[Collected data]

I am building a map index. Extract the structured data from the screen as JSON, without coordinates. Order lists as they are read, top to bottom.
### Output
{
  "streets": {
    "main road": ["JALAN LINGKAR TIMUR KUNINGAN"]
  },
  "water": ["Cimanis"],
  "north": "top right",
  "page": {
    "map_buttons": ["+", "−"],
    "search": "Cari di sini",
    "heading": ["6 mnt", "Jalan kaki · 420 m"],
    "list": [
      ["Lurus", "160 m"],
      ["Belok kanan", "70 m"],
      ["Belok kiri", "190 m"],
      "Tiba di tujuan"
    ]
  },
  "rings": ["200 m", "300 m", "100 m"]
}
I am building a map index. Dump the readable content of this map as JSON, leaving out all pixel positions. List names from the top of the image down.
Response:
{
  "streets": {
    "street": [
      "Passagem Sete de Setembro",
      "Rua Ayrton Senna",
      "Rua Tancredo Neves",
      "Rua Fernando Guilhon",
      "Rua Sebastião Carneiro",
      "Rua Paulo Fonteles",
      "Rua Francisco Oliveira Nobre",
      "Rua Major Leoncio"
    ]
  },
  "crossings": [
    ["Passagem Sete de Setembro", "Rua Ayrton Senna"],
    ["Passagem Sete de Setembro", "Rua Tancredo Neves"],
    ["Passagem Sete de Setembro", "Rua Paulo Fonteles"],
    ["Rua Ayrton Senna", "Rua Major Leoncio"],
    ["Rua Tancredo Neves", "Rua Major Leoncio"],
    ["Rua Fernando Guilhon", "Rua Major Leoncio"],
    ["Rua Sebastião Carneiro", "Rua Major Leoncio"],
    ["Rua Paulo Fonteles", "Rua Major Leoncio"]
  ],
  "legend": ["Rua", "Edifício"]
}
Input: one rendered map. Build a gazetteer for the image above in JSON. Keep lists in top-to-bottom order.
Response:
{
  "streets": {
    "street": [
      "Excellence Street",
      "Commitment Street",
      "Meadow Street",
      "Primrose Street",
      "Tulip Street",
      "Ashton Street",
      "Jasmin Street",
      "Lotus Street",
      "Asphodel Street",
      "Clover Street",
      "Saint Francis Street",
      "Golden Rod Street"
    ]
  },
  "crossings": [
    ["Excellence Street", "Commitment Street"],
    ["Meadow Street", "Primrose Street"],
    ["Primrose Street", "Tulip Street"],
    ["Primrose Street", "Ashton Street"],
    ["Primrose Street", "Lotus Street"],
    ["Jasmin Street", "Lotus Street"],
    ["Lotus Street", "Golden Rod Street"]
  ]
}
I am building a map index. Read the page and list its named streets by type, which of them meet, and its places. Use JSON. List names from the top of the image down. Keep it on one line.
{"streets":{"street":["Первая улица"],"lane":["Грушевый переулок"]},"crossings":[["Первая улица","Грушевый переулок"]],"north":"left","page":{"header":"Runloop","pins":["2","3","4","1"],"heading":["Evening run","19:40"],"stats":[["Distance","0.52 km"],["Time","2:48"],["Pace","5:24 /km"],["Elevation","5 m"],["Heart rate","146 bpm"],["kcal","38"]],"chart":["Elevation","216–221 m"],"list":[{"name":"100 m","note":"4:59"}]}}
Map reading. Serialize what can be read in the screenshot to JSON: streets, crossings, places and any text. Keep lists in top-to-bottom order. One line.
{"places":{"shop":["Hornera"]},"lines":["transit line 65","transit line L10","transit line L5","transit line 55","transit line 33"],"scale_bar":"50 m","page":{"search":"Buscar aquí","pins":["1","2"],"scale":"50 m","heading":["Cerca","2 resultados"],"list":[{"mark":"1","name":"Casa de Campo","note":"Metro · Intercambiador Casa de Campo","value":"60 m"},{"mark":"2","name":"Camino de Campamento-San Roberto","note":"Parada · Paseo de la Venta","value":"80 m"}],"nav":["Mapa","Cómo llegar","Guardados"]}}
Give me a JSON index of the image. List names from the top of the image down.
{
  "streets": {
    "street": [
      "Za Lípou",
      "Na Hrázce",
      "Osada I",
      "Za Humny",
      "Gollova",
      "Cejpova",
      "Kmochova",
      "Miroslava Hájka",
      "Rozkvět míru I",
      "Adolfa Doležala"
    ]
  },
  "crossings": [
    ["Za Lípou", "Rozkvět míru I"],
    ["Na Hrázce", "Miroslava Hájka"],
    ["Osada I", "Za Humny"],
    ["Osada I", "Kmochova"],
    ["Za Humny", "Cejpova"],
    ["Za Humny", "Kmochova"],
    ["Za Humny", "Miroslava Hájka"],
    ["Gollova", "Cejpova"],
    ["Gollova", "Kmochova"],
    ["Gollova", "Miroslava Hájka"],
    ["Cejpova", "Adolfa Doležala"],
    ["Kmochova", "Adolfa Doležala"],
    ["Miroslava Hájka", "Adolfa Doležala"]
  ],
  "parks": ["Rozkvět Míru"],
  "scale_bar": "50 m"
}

• **Work order**: Print all the entries exactly as written.

• **Result for this exercise**:
I am building a map index. Extract the structured data from the screen as JSON, without coordinates. Order lists as they are read, top to bottom.
### Output
{
  "streets": {
    "main road": ["JALAN LINGKAR TIMUR KUNINGAN"]
  },
  "water": ["Cimanis"],
  "north": "top right",
  "page": {
    "map_buttons": ["+", "−"],
    "search": "Cari di sini",
    "heading": ["6 mnt", "Jalan kaki · 420 m"],
    "list": [
      ["Lurus", "160 m"],
      ["Belok kanan", "70 m"],
      ["Belok kiri", "190 m"],
      "Tiba di tujuan"
    ]
  },
  "rings": ["200 m", "300 m", "100 m"]
}
I am building a map index. Dump the readable content of this map as JSON, leaving out all pixel positions. List names from the top of the image down.
Response:
{
  "streets": {
    "street": [
      "Passagem Sete de Setembro",
      "Rua Ayrton Senna",
      "Rua Tancredo Neves",
      "Rua Fernando Guilhon",
      "Rua Sebastião Carneiro",
      "Rua Paulo Fonteles",
      "Rua Francisco Oliveira Nobre",
      "Rua Major Leoncio"
    ]
  },
  "crossings": [
    ["Passagem Sete de Setembro", "Rua Ayrton Senna"],
    ["Passagem Sete de Setembro", "Rua Tancredo Neves"],
    ["Passagem Sete de Setembro", "Rua Paulo Fonteles"],
    ["Rua Ayrton Senna", "Rua Major Leoncio"],
    ["Rua Tancredo Neves", "Rua Major Leoncio"],
    ["Rua Fernando Guilhon", "Rua Major Leoncio"],
    ["Rua Sebastião Carneiro", "Rua Major Leoncio"],
    ["Rua Paulo Fonteles", "Rua Major Leoncio"]
  ],
  "legend": ["Rua", "Edifício"]
}
Input: one rendered map. Build a gazetteer for the image above in JSON. Keep lists in top-to-bottom order.
Response:
{
  "streets": {
    "street": [
      "Excellence Street",
      "Commitment Street",
      "Meadow Street",
      "Primrose Street",
      "Tulip Street",
      "Ashton Street",
      "Jasmin Street",
      "Lotus Street",
      "Asphodel Street",
      "Clover Street",
      "Saint Francis Street",
      "Golden Rod Street"
    ]
  },
  "crossings": [
    ["Excellence Street", "Commitment Street"],
    ["Meadow Street", "Primrose Street"],
    ["Primrose Street", "Tulip Street"],
    ["Primrose Street", "Ashton Street"],
    ["Primrose Street", "Lotus Street"],
    ["Jasmin Street", "Lotus Street"],
    ["Lotus Street", "Golden Rod Street"]
  ]
}
I am building a map index. Read the page and list its named streets by type, which of them meet, and its places. Use JSON. List names from the top of the image down. Keep it on one line.
{"streets":{"street":["Первая улица"],"lane":["Грушевый переулок"]},"crossings":[["Первая улица","Грушевый переулок"]],"north":"left","page":{"header":"Runloop","pins":["2","3","4","1"],"heading":["Evening run","19:40"],"stats":[["Distance","0.52 km"],["Time","2:48"],["Pace","5:24 /km"],["Elevation","5 m"],["Heart rate","146 bpm"],["kcal","38"]],"chart":["Elevation","216–221 m"],"list":[{"name":"100 m","note":"4:59"}]}}
Map reading. Serialize what can be read in the screenshot to JSON: streets, crossings, places and any text. Keep lists in top-to-bottom order. One line.
{"places":{"shop":["Hornera"]},"lines":["transit line 65","transit line L10","transit line L5","transit line 55","transit line 33"],"scale_bar":"50 m","page":{"search":"Buscar aquí","pins":["1","2"],"scale":"50 m","heading":["Cerca","2 resultados"],"list":[{"mark":"1","name":"Casa de Campo","note":"Metro · Intercambiador Casa de Campo","value":"60 m"},{"mark":"2","name":"Camino de Campamento-San Roberto","note":"Parada · Paseo de la Venta","value":"80 m"}],"nav":["Mapa","Cómo llegar","Guardados"]}}
Give me a JSON index of the image. List names from the top of the image down.
{
  "streets": {
    "street": [
      "Za Lípou",
      "Na Hrázce",
      "Osada I",
      "Za Humny",
      "Gollova",
      "Cejpova",
      "Kmochova",
      "Miroslava Hájka",
      "Rozkvět míru I",
      "Adolfa Doležala"
    ]
  },
  "crossings": [
    ["Za Lípou", "Rozkvět míru I"],
    ["Na Hrázce", "Miroslava Hájka"],
    ["Osada I", "Za Humny"],
    ["Osada I", "Kmochova"],
    ["Za Humny", "Cejpova"],
    ["Za Humny", "Kmochova"],
    ["Za Humny", "Miroslava Hájka"],
    ["Gollova", "Cejpova"],
    ["Gollova", "Kmochova"],
    ["Gollova", "Miroslava Hájka"],
    ["Cejpova", "Adolfa Doležala"],
    ["Kmochova", "Adolfa Doležala"],
    ["Miroslava Hájka", "Adolfa Doležala"]
  ],
  "parks": ["Rozkvět Míru"],
  "scale_bar": "50 m"
}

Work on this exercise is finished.